**AIM OF THE TASK**
Look through the material and copy each line holding "Keep".
INPUT FOR THIS TASK Start Marker
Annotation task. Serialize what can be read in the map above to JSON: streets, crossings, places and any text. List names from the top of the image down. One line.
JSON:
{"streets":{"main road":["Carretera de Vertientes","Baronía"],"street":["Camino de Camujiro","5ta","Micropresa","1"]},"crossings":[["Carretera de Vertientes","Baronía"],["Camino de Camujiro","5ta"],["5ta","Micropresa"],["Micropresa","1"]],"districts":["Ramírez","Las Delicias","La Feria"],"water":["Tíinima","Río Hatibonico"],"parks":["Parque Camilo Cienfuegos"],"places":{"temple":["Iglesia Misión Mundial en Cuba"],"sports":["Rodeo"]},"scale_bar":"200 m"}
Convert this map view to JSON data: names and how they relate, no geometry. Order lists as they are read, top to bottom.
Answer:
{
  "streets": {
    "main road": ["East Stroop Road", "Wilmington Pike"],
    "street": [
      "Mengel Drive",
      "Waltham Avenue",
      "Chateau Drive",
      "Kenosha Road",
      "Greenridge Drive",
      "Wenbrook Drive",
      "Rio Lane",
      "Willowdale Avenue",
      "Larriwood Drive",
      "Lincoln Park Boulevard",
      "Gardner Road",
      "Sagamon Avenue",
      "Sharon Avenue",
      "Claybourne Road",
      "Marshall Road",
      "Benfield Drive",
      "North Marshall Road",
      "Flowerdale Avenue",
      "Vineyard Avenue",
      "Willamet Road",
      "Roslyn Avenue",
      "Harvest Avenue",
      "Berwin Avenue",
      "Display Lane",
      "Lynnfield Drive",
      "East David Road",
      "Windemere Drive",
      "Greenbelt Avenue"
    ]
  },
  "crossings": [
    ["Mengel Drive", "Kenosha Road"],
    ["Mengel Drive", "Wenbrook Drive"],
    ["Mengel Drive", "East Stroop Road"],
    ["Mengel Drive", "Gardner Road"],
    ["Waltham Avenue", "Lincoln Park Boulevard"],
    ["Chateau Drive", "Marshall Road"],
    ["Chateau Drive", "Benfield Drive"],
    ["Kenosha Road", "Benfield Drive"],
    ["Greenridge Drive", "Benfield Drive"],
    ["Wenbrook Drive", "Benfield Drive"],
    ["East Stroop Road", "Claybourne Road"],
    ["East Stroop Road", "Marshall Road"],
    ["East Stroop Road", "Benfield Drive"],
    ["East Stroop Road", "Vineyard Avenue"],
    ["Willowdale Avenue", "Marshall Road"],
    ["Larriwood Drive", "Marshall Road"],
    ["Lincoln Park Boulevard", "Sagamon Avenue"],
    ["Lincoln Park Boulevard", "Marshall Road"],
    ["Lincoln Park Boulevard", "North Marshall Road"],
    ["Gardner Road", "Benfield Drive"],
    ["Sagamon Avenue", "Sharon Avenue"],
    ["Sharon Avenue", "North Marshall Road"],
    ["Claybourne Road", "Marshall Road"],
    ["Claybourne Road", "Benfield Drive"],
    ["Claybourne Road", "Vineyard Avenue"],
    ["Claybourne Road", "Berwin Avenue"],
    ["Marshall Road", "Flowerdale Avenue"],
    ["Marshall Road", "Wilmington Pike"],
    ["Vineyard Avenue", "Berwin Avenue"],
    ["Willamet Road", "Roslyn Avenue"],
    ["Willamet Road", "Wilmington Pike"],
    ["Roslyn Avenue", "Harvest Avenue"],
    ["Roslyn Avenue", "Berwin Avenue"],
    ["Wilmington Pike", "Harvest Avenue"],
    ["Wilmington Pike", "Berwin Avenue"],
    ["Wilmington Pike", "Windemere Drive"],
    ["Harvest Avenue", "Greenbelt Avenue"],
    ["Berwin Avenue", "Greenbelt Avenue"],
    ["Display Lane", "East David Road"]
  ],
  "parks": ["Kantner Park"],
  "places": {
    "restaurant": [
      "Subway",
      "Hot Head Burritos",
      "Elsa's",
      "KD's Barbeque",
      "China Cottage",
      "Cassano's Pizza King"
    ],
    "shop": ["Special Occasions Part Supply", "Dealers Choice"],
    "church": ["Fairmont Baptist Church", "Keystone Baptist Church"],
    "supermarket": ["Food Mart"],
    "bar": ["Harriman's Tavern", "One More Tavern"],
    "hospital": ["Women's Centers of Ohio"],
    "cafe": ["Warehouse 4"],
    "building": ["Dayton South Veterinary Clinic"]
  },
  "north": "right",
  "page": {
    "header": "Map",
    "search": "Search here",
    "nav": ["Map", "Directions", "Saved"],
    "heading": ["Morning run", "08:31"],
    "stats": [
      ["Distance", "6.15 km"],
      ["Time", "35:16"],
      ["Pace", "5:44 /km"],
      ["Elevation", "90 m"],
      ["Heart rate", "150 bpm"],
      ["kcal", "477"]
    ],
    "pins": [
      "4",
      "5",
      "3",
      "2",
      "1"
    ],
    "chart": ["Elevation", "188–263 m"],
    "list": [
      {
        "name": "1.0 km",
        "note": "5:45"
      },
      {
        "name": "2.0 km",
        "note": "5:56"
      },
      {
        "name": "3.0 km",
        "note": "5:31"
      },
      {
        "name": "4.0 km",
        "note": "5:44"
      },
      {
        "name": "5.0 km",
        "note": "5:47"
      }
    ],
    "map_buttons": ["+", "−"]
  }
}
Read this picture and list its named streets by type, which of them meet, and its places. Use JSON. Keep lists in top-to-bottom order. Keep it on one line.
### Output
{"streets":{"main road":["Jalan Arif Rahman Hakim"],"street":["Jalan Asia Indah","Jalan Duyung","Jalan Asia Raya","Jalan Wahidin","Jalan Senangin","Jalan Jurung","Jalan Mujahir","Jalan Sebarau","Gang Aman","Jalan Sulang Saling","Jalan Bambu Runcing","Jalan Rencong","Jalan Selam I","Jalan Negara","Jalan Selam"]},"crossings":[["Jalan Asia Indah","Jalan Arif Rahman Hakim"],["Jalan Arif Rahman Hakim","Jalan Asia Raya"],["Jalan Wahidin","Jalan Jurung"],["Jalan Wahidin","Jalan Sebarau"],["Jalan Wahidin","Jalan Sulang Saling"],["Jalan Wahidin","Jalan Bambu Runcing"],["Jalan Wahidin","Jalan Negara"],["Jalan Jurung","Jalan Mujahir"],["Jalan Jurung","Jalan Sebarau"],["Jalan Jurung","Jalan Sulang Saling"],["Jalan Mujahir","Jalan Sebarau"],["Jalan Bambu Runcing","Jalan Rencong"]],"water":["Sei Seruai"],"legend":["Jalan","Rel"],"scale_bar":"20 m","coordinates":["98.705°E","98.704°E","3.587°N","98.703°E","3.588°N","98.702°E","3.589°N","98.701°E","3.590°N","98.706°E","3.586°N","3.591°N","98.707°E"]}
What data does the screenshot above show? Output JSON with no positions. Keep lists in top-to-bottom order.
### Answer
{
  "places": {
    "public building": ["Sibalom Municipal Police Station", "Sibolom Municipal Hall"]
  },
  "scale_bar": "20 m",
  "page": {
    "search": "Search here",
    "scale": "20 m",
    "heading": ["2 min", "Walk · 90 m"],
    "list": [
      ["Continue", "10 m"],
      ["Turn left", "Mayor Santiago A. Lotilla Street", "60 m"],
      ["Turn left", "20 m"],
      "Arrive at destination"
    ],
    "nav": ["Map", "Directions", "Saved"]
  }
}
INPUT FOR THIS TASK End Marker
**SOLUTION TO THIS TASK**
Read this picture and list its named streets by type, which of them meet, and its places. Use JSON. Keep lists in top-to-bottom order. Keep it on one line.
What data does the screenshot above show? Output JSON with no positions. Keep lists in top-to-bottom order.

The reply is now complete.